As Kenny Rogers sang in The Gambler: “You’ve gotta know when to hold ‘em, know when to fold ‘em…’ and invariably Darragh seems to make the right decisions with the ball in his hands.
Like all forwards, he loves to score but he has that awareness of what’s happening around him and the vision to use the ball cleverly and brilliantly when team-mates run into the space he has created for them.
I watched young Canavan against Killyclogher in the Tyrone championship semi-final and marvelled at how he made his runs and how he used the ball under pressure.
He was always under pressure.
Flares went up and sirens went off whenever Darragh was anywhere near the ball. He was double-marked, he was triple-marked... At one stage, when he dropped deep, picked up the ball and went on a run, I think five Killyclogher defenders took a bite out of him (or tried to) but he still laid it off for his brother Ruairi to score.
That’s no criticism of Killyclogher of course. It was championship football, Darragh Canavan is the dangerman and opposition managers will always be trying to come up with ways of shutting out players like that.
“If we can keep him quiet,” they’ll tell their boys: “We’ve got a chance”.
And there’s truth in that.
Darragh has all the skills but – unlike a Clifford or a Shane Walsh - he wouldn’t be the most physically imposing. His dad Peter was a similar type of player and he flourished in the days when Gaelic Football was mano-a-mano, a one-v-game game between a forward and their direct opponent.
If a defender got physical – which of course they all did – Peter was well able for him and he gave as good as he got.
As we all know, Peter Canavan was a force at the highest level for a decade and more. In the 1995 All-Ireland final he carried the Tyrone attack bravely and brilliantly against Dublin and scored 11 of his county’s 12 points (that’s a shade over 91.5 per cent by the way).
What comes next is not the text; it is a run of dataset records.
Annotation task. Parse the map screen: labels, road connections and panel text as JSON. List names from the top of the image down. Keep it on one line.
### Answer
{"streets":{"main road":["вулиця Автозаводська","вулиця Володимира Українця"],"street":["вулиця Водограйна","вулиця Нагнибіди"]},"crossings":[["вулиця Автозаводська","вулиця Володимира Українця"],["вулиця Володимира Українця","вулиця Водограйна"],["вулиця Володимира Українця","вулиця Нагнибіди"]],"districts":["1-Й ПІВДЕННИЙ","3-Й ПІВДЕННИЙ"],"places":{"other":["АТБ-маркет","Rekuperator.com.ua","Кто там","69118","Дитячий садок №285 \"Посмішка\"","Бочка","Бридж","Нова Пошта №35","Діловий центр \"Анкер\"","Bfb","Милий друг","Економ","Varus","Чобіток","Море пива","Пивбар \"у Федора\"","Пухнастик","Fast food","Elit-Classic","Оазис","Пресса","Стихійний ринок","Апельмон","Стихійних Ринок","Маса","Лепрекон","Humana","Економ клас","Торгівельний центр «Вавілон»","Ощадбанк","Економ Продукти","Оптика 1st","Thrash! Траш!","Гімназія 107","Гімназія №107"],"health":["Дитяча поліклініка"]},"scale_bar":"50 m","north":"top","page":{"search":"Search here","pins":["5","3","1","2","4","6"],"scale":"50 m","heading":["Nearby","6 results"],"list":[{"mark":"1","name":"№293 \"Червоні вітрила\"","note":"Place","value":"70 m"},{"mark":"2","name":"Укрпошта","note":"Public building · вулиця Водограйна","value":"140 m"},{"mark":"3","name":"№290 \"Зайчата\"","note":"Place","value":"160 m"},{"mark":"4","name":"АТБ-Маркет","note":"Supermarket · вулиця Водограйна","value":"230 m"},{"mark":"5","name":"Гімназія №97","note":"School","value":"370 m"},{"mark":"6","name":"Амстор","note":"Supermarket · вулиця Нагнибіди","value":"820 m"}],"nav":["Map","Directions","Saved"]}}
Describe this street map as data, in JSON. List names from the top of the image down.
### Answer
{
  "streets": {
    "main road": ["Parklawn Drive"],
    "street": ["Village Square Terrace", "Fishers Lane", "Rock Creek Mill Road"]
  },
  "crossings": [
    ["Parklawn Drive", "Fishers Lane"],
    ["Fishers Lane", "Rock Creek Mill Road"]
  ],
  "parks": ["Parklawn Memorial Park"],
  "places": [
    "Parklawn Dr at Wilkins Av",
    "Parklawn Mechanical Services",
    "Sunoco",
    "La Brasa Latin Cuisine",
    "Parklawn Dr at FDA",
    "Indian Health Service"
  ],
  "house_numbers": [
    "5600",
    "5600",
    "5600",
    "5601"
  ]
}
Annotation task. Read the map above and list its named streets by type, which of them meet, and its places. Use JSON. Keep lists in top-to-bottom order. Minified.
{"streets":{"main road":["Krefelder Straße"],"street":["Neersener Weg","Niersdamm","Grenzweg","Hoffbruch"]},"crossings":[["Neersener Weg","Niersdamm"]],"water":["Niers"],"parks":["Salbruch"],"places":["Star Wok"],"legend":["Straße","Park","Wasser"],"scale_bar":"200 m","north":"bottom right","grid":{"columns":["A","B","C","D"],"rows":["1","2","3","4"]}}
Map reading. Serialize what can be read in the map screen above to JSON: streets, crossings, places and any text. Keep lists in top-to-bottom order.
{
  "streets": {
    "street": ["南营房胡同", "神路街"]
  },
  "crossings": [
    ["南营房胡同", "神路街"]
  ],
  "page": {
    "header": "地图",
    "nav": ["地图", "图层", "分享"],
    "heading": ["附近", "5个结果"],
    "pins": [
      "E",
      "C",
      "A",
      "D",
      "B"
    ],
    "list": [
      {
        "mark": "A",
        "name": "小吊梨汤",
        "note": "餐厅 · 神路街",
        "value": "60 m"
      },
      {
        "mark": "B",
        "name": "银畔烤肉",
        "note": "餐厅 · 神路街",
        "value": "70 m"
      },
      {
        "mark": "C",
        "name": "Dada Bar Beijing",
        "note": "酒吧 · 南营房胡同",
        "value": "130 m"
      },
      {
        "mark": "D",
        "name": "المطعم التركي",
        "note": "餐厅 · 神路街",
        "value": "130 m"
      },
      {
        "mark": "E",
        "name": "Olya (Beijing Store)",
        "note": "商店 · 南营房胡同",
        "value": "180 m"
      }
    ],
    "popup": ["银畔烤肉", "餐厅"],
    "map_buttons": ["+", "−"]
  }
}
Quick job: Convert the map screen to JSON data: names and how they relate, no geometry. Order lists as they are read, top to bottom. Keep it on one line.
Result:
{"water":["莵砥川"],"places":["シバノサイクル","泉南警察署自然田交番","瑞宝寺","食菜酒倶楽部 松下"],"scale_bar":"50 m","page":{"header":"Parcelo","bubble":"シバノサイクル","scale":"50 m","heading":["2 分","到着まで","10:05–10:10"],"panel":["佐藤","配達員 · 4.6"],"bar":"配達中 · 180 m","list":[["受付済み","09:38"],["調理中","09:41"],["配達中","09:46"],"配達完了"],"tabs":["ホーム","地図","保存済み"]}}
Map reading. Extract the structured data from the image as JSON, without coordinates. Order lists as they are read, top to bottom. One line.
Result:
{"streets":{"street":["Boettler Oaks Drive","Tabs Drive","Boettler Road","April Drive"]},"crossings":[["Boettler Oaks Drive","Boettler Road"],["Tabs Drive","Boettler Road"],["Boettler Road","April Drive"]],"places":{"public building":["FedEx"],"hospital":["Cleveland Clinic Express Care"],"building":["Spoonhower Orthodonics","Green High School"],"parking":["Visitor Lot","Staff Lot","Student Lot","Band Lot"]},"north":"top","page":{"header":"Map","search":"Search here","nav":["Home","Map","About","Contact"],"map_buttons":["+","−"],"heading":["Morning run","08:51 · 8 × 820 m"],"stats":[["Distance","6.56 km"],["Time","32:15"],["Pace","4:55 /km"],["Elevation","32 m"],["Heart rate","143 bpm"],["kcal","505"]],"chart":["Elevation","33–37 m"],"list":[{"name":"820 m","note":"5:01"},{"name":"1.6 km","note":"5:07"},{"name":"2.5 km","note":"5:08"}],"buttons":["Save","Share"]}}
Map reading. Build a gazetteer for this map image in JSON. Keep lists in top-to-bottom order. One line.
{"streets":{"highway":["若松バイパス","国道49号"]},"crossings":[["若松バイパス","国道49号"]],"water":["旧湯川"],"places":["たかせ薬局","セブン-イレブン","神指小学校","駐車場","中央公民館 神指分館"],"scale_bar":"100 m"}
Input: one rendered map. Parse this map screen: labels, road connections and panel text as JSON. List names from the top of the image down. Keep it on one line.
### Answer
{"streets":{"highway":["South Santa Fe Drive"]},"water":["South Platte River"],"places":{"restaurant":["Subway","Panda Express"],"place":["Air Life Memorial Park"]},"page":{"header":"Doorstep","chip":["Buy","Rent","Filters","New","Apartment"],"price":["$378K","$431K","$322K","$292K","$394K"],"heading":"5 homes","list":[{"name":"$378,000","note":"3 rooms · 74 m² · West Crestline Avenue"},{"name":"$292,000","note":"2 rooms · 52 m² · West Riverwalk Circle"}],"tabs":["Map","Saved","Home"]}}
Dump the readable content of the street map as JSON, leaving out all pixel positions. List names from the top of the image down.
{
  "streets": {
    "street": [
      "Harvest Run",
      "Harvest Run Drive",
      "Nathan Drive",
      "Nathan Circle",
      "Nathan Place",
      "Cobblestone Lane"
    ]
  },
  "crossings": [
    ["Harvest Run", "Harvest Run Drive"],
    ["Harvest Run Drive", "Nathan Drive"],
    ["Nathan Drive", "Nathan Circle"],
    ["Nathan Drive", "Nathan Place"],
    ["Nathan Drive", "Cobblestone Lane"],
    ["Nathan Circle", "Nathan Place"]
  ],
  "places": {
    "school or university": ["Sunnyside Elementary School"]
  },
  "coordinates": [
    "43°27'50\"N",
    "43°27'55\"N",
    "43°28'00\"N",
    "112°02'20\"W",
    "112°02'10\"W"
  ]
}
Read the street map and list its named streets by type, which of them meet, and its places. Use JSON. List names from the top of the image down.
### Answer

They called him ‘God’ and he won two Sam Maguires including Tyrone’s first, six Allstars, five Ulsters etc, etc, etc but my question is: How would he – as brave and brilliant as he was - have coped in these days of massed defences when you beat one defender only to see two more in your face?
He’d have the same problems his eldest son has.
Darragh Canavan is worth the admission price on his own. But time on the ball for club and county is at a premium because of the defensive systems which are set up to shut him down and deny him the space and the extra half-a-second he needs to thrill the crowds how come to see him play.
Is that what we want?
No-one can coach the innate skills that a Darragh Canavan has but you can take a less talented but totally committed player and make him super-fit. And so the game has become stacked in favour of the man-markers who patrol their defensive zones and wait for a creative player to do his thing and give them a chance to win the ball.
Ultimately what happens is that he stops trying things and takes the safe option. The game is poorer for that.
It’s an issue that Jim Gavin’s Football Review Committee (FRC) is trying to deal with. Creative players don’t get the ball enough and, when they do, they’ll find themselves with no space to play in and simply have to pass the ball backwards to a team-mate.
Some of the seven FRC rules – which will be trialled at the inter-provincial games next weekend - may not make it into the rulebook.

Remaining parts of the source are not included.